Emek, üretimde yaratılan değerin paylaşılmasında patrona zıt kardeş, üretimin satışında ise öz kardeştir. Çelişki de buradan çıkmaktadır; şöyle ki, emeğe yarattığı değerin bir bölümünü veren patron, ürünün satışı esnasında yaratılan değerin realize edilmesi esnasında da emeğe ayrılan geçimlik kaynağı da geri almaya çalışır. Bu basit döngüyü genel işleyişe oturtursak, emeğin ücretinin düşük olması patronun sömürü payını yükseltir, fakat patron lehine gözetilen bu hassas denge bozulduğunda, hem ekonomik yaşam hem de politik dengeler sarsılır. Günümüzde yaşanan ekonomik kriz dengeleri o denli günlük değiştiriyor ve yaşamı giderek o denli zorlaştırıyor ki, ekonomi dünyasında yaşananların siyaset dünyasına yansıyabileceği, hatta en uç halde ekonomi sistemini sarsmasına dahi yol açabileceği akıllara gelebilir.

Yaşanan kriz Türk lirasının değerini hızla aşındırırken, ithalat bağımlısı ekonomimizde geçimi giderek güçleştirmektedir.
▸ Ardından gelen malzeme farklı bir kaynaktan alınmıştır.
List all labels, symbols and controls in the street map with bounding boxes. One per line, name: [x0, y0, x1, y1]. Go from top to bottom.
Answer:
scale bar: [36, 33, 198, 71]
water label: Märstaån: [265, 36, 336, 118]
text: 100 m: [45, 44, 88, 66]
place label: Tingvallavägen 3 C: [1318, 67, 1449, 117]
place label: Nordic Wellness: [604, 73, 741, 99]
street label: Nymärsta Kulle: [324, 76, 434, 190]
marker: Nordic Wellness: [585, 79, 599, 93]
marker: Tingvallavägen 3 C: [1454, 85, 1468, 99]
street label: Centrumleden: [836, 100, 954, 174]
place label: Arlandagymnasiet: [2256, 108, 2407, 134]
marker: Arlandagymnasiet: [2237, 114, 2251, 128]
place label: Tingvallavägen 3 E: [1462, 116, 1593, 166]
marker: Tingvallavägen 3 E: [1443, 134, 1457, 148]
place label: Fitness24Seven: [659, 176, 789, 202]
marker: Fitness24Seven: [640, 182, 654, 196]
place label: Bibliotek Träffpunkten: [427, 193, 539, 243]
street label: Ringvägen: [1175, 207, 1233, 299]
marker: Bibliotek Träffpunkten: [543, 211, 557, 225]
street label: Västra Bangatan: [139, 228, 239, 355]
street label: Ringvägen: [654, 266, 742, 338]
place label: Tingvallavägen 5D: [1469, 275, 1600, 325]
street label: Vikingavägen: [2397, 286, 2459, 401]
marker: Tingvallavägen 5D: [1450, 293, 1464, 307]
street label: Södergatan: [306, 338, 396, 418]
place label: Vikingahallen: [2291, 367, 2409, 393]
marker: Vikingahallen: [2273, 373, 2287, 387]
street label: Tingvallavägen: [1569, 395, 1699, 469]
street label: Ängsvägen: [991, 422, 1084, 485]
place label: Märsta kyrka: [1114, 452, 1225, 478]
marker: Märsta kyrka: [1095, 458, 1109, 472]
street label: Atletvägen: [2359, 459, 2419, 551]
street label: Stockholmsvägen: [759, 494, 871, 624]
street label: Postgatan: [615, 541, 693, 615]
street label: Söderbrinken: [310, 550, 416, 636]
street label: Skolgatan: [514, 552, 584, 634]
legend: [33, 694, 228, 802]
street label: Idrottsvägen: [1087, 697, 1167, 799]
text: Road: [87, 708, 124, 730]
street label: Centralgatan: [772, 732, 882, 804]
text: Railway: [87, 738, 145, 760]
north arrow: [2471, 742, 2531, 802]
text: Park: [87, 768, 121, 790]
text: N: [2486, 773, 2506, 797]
Dövizin yükselişi salt ithalat ürünlerinin fiyatlarını etkilemekle kalmaz, metalar arasındaki nisbi denge etkisi ile tüm fiyatları yükselterek, enflasyon denen sarmala yol açar. Bu durum özellikle dar ve sabit gelirlileri en şiddetle vururken, belirli süre için saptanan asgari ücreti de hızla eritir. Nitekim içinden geçtiğimiz kriz koşullarında tüm sabit gelirlilerin geliri hızla eriyerek, toplumsal yükün ağırlığı bu kesimin üzerinde hissedilmekte, hatta insanları yaşanılamaz güçlüklere itmektedir.
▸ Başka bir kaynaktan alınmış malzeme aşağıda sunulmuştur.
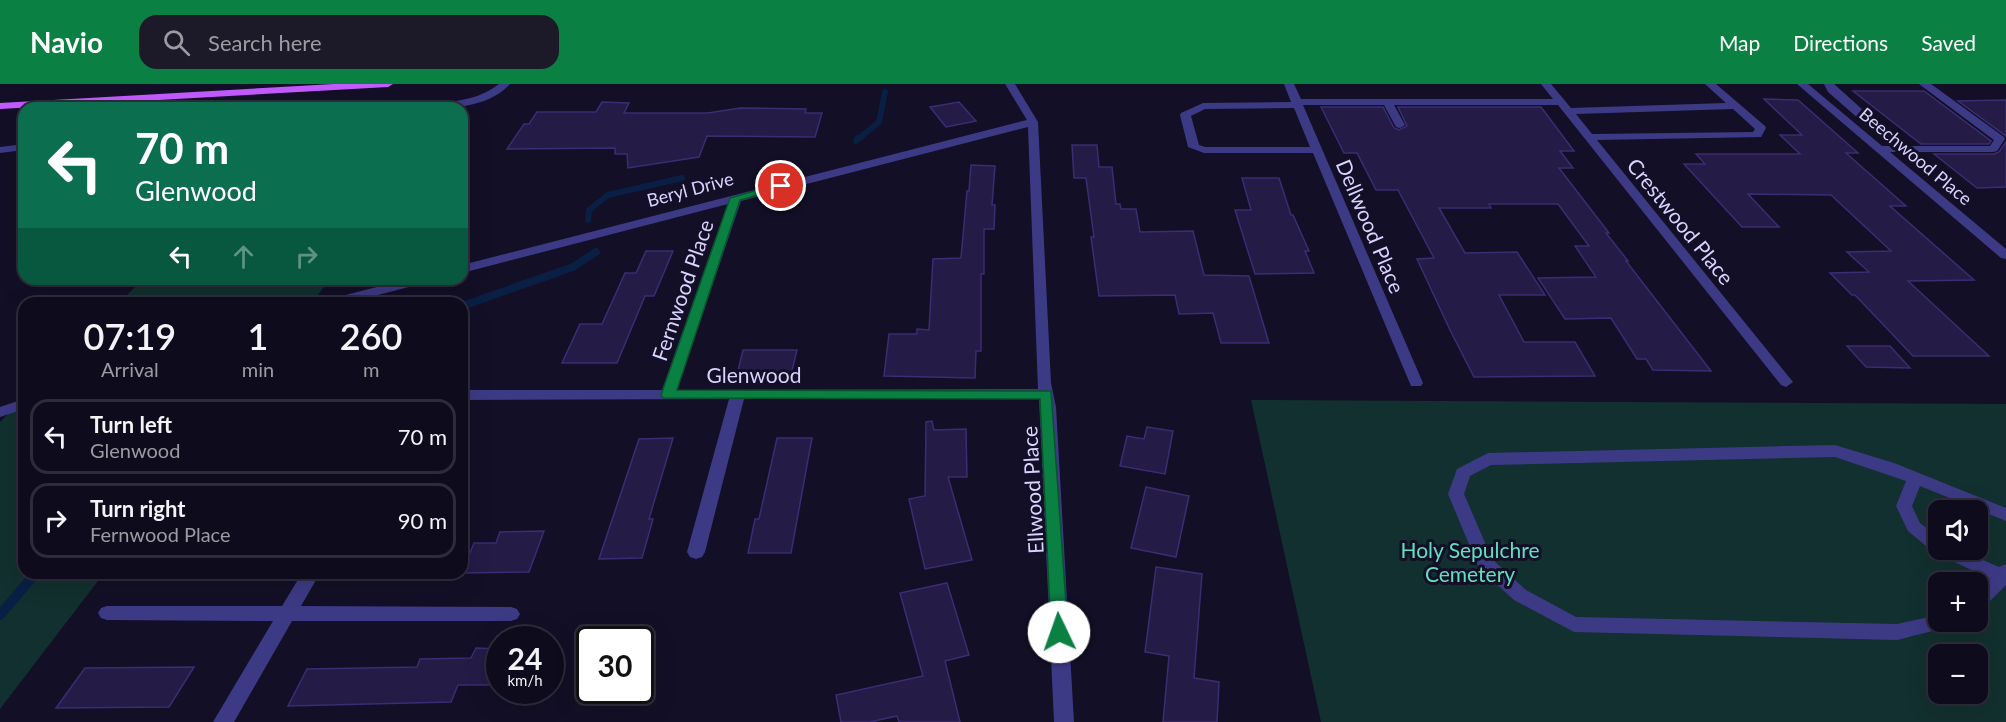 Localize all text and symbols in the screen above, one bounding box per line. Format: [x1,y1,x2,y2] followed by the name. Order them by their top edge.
[139,15,559,69] search box
[30,25,103,59] text: Navio
[160,26,193,59] icon: search
[208,29,322,56] text: Search here
[1719,30,1760,55] text: Map
[1793,30,1888,55] text: Directions
[1921,30,1976,55] text: Saved
[1855,103,1977,209] street label: Beechwood Place
[135,123,229,173] text: 70 m
[36,126,114,204] icon: left
[1622,153,1740,289] street label: Crestwood Place
[1332,155,1410,297] street label: Dellwood Place
[755,160,806,211] pin
[644,167,736,211] street label: Beryl Drive
[764,169,797,202] icon: arrive
[135,174,257,207] text: Glenwood
[646,216,718,364] street label: Fernwood Place
[164,240,197,273] icon: left
[227,240,260,273] icon: ahead
[290,240,323,273] icon: right
[84,314,176,358] text: 07:19
[248,314,268,358] text: 1
[340,314,402,358] text: 260
[101,357,159,381] text: Arrival
[242,357,274,381] text: min
[363,357,379,381] text: m
[707,362,801,387] street label: Glenwood
[90,411,172,438] text: Turn left
[39,420,72,453] icon: left
[398,423,447,450] text: 70 m
[1016,425,1048,555] street label: Ellwood Place
[90,438,180,462] text: Glenwood
[90,495,185,522] text: Turn right
[1928,500,1988,704] map controls
[1928,500,1988,560] button: sound
[39,504,72,537] icon: right
[398,507,447,534] text: 90 m
[90,522,231,546] text: Fernwood Place
[1400,537,1540,586] park label: Holy Sepulchre Cemetery
[1928,572,1988,632] button: +
[1027,600,1091,664] position arrow
[576,626,654,704] speed limit sign: 30
[508,640,542,676] text: 24
[1928,644,1988,704] button: −
[507,671,543,689] text: km/h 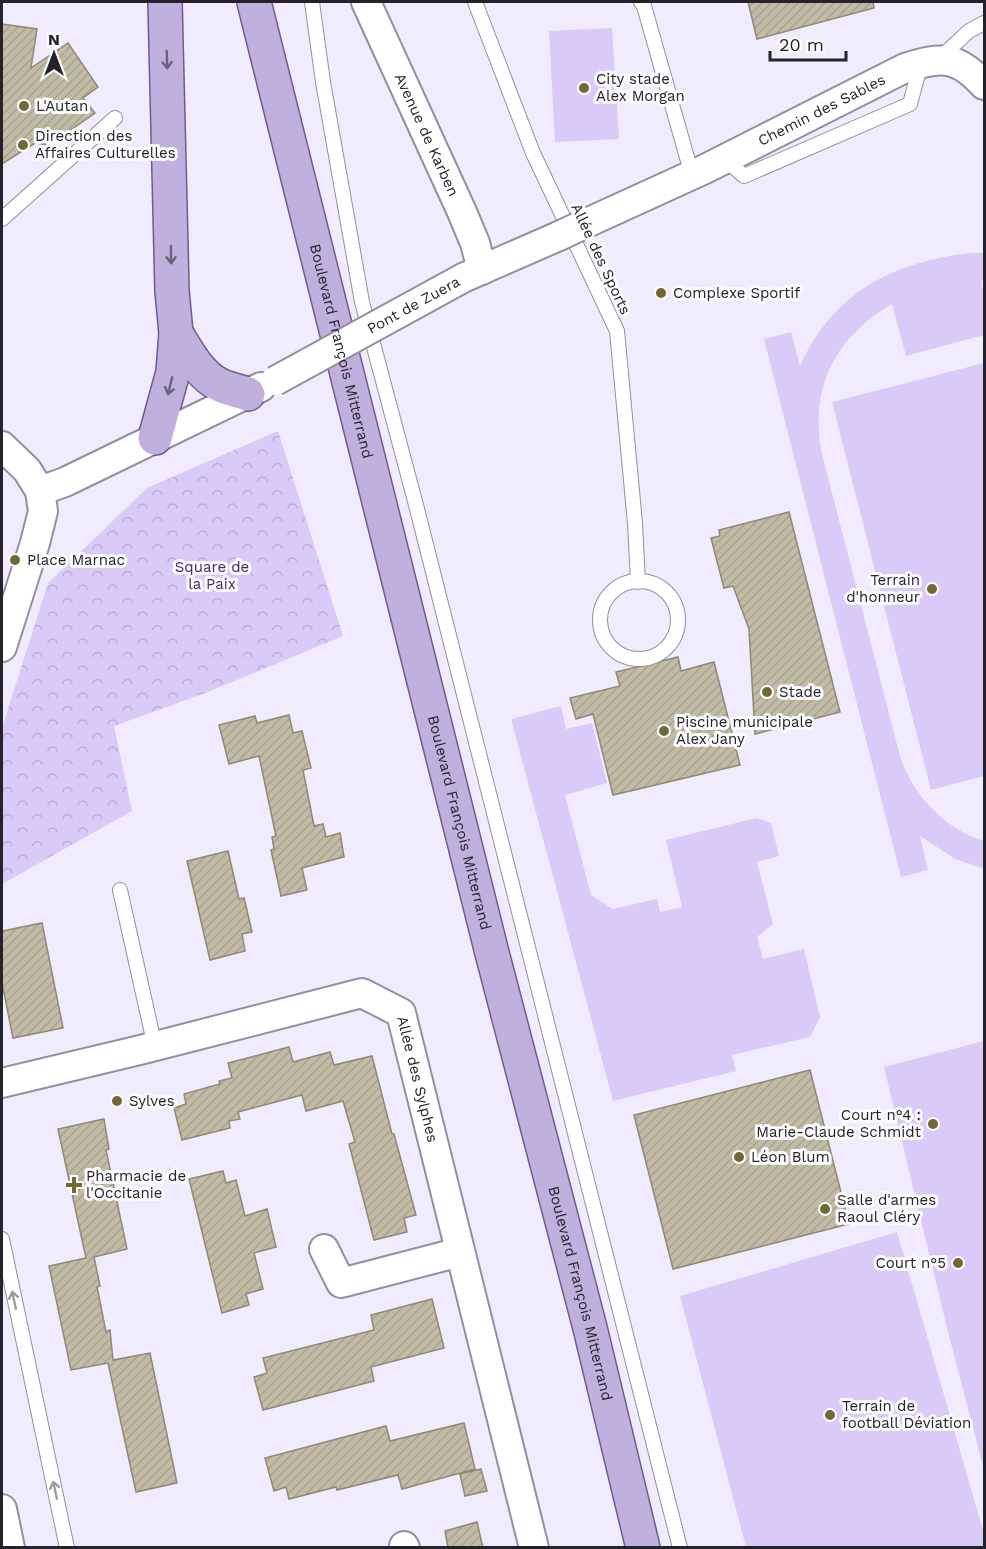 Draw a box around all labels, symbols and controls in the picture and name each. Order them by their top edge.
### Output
north arrow [24,24,84,84]
scale bar [770,24,846,62]
text: N [48,30,60,49]
text: 20 m [779,34,824,55]
one-way arrow [161,49,173,69]
place label: City stade Alex Morgan [596,70,685,105]
street label: Chemin des Sables [755,70,889,150]
street label: Avenue de Karben [391,71,463,199]
marker: City stade Alex Morgan [577,81,591,95]
place label: L'Autan [36,97,88,115]
marker: L'Autan [17,99,31,113]
place label: Direction des Affaires Culturelles [35,127,176,162]
marker: Direction des Affaires Culturelles [16,138,30,152]
street label: Allée des Sports [567,201,635,317]
street label: Boulevard François Mitterrand [306,242,377,460]
one-way arrow [165,244,177,264]
street label: Pont de Zuera [364,272,464,338]
place label: Complexe Sportif [673,284,800,302]
marker: Complexe Sportif [654,286,668,300]
one-way arrow [163,377,175,396]
place label: Place Marnac [27,551,125,569]
marker: Place Marnac [8,553,22,567]
park label: Square de la Paix [175,558,249,593]
place label: Terrain d'honneur [846,571,920,606]
marker: Terrain d'honneur [925,582,939,596]
place label: Stade [779,683,821,701]
marker: Stade [760,685,774,699]
street label: Boulevard François Mitterrand [424,713,495,932]
place label: Piscine municipale Alex Jany [676,713,813,748]
marker: Piscine municipale Alex Jany [657,724,671,738]
street label: Allée des Sylphes [393,1014,442,1144]
place label: Sylves [129,1092,175,1110]
marker: Sylves [110,1094,124,1108]
place label: Court n°4 : Marie-Claude Schmidt [756,1106,922,1141]
marker: Court n°4 : Marie-Claude Schmidt [926,1117,940,1131]
place label: Léon Blum [751,1148,830,1166]
marker: Léon Blum [732,1150,746,1164]
place label: Pharmacie de l'Occitanie [86,1167,186,1202]
marker: Pharmacie de l'Occitanie [67,1178,81,1192]
street label: Boulevard François Mitterrand [544,1184,616,1402]
place label: Salle d'armes Raoul Cléry [837,1191,936,1226]
marker: Salle d'armes Raoul Cléry [818,1202,832,1216]
place label: Court n°5 [875,1254,946,1272]
marker: Court n°5 [951,1256,965,1270]
one-way arrow [8,1290,20,1309]
place label: Terrain de football Déviation [842,1397,971,1432]
marker: Terrain de football Déviation [823,1408,837,1422]
one-way arrow [49,1481,60,1501]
İleri ülkelerde sanayi kesiminin üretkenliği nedeniyle emek payı oldukça tatminkardır. Üretkenliğin emek payını yükseltmesinin arkasındaki gerçek, yaratılan değerin yüksekliği nedeniyle patrona giden sömürü payının da çok yüksek olmasıdır. Diğer bir deyişle, ileri ekonomilerde emeğin payının olabildiğince yüksek olması, yaratılan değerin yüksekliğinden çok, bu yüksek değerden patronun gerekli kadar sömürü payı alma rahatlığıdır. Başka bir açıdan bakarsak, patron ile emek üvey kardeş olmakla beraber, üretimden aldıkları pay, farklı oranlarda olmak üzere, aynı yöndedir. Nitekim ücret zamları da, salt yaratılan değer arttığı için değil, yaratılan değerde patronun sömürü payı daha hızlı arttığı için verilebilir, yoksa hiçbir zaman patron kendi sömürü payından fedakarlıkla ücreti yükseltmeyi göze almaz.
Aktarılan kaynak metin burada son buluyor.